I Just Need a Job

I’ve worked with hundreds of clients, this year alone, and at some point throughout our interaction I am guaranteed to hear these five words, I – Just – Need – A – Job. CFO’s willing to work as Accounting Clerks, Operations Managers applying for Customer Service Representative positions and Owners closing up shop to take the first thing that comes their way. With the unemployment rate at 7.9 percent (U.S. Bureau of Labor Statistics) and gas prices soaring to an all time high (Gasbuddy), who can’t relate to the anxiety, frustration, and in many cases hopelessness a job-seeker is experiencing?

It has been said, for every $10,000 in annual salary your search will take a month. We must realize then, for the job-seeker averaging $120,000 per year, he could be facing one year of unemployment!” With the average American family’s net worth plummeting almost 40% between 2007 and 2010, living on savings and UI Benefits may not be feasible.

So, where should a job-seeker begin?

First, put together a ‘Career Team’. This team should consist of the following: family, friends, former co-workers, recruiters and a professional résumé writer.
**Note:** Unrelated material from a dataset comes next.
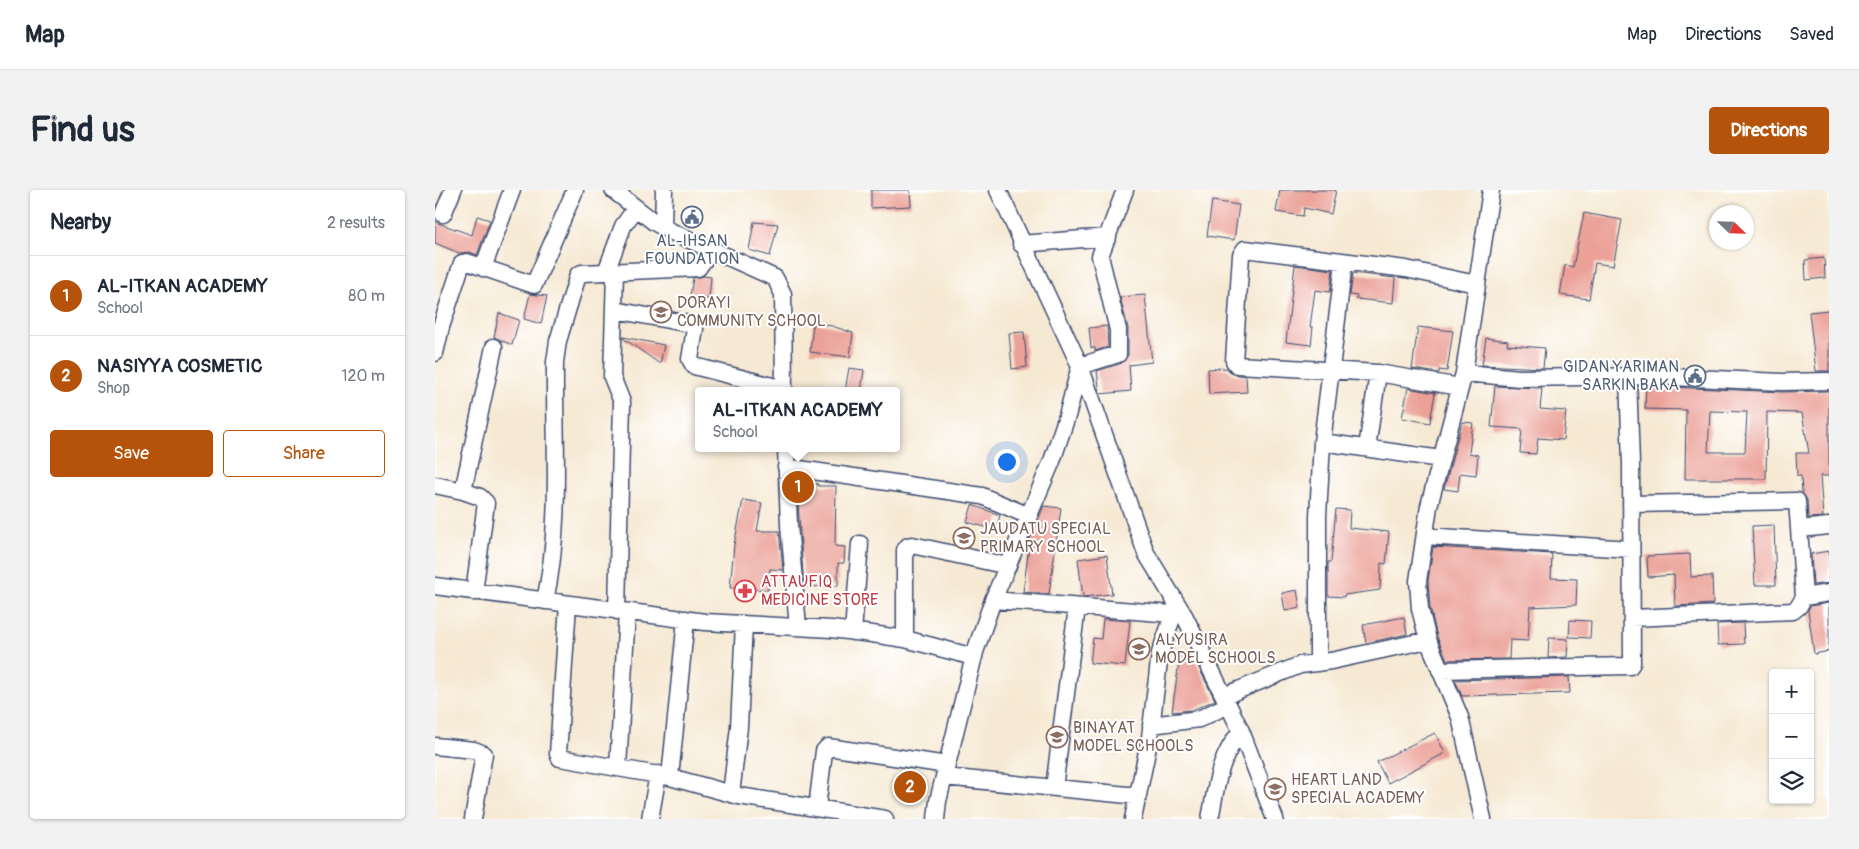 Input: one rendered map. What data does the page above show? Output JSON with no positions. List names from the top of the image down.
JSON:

These individuals and/or services must be committed to your success, understand your concerns and willing to walk with you until you achieve your goal of employment.
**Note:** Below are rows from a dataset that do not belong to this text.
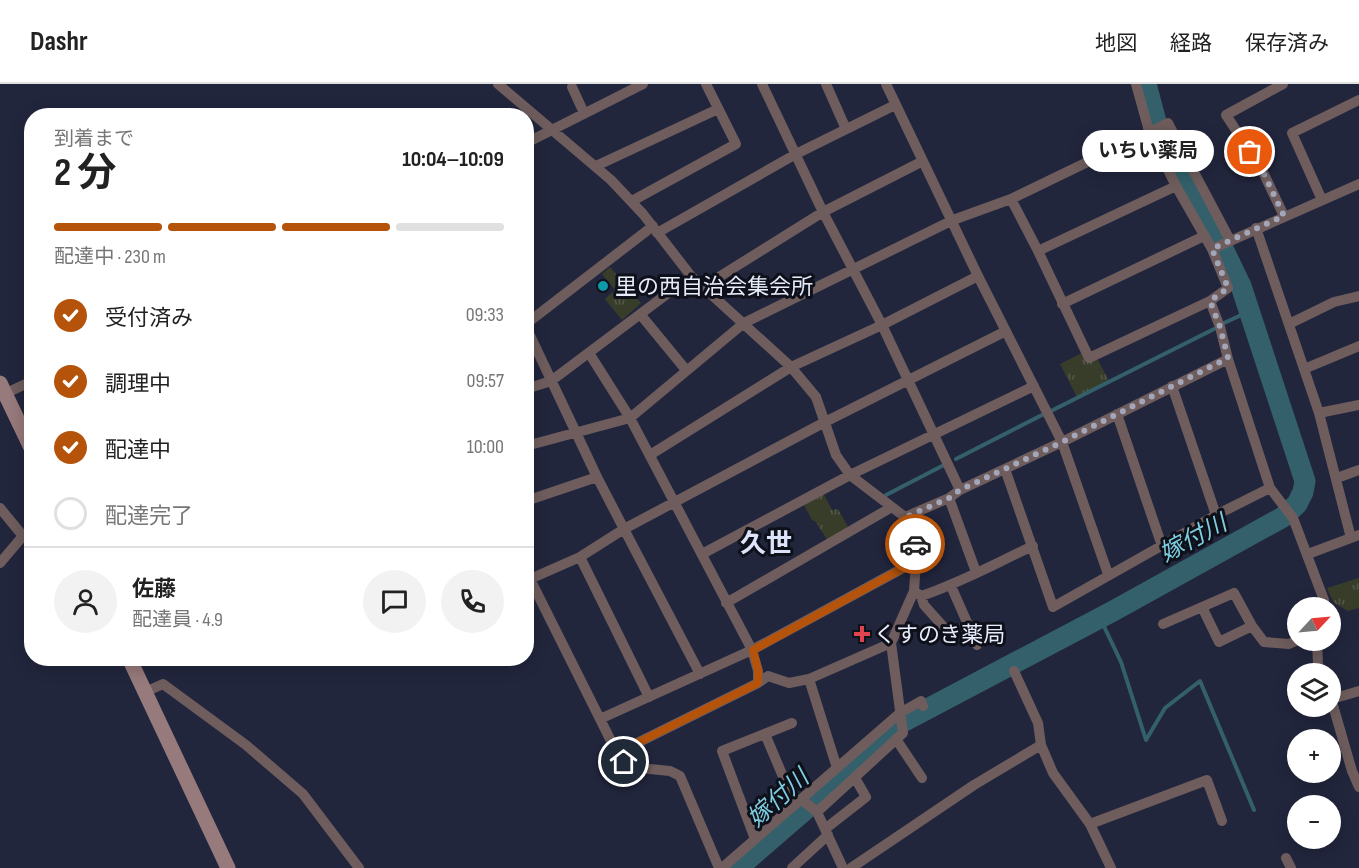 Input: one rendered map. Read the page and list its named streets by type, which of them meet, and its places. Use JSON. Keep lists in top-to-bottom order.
{
  "districts": ["久世"],
  "water": ["嫁付川"],
  "places": {
    "other": ["いちい薬局", "里の西自治会集会所"],
    "health": ["くすのき薬局"]
  },
  "north": "top right",
  "page": {
    "header": "Dashr",
    "nav": ["地図", "経路", "保存済み"],
    "heading": ["2 分", "到着まで", "10:04–10:09"],
    "panel": ["佐藤", "配達員 · 4.9"],
    "bubble": "いちい薬局",
    "bar": "配達中 · 230 m",
    "list": [
      ["受付済み", "09:33"],
      ["調理中", "09:57"],
      ["配達中", "10:00"],
      "配達完了"
    ],
    "map_buttons": ["+", "−"]
  }
}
Secondly, communicate with your team. Let them know you’re in-between jobs and could really use their assistance in your search. Tell them why you’ve chosen them and how they can assist you. For example:

 

    • [Family] “Sweetie, I know we’re in this together, but until I’m able to secure a new job, we may need to… ” (Take this time to go over the bills, savings and ways to maximize every dollar. Also, express your concerns with regards to your impending career search and how you will need emotional support throughout this journey).
    • [Friends] “John, you’ve known me for 12 years, now, would you mind serving as a character reference?” Strong character references can help influence the hiring manager’s decision to hire you.
    • [Former Co-workers] “Sally, I’d like to list you as a preferred reference, do you feel you know me well enough to serve as a reference?” (If the answer is anything less than enthusiastic, reassure them that you understand their hesitation and wouldn’t want to put them in an uncomfortable position; however, you would welcome the opportunity to stay in touch. Connect with them on LinkedIn, join networks that support your career goals and keep them posted on what you’re looking for in your next job. They may know just the person you should speak with.
    • [Recruiters] Remember, recruiters are paid by the companies who retain them to fill jobs. So, when you call, don’t expect them to be overly responsive. Ask how often you should follow-up. If they don’t give you a timeframe, be sure to check in at least once a month.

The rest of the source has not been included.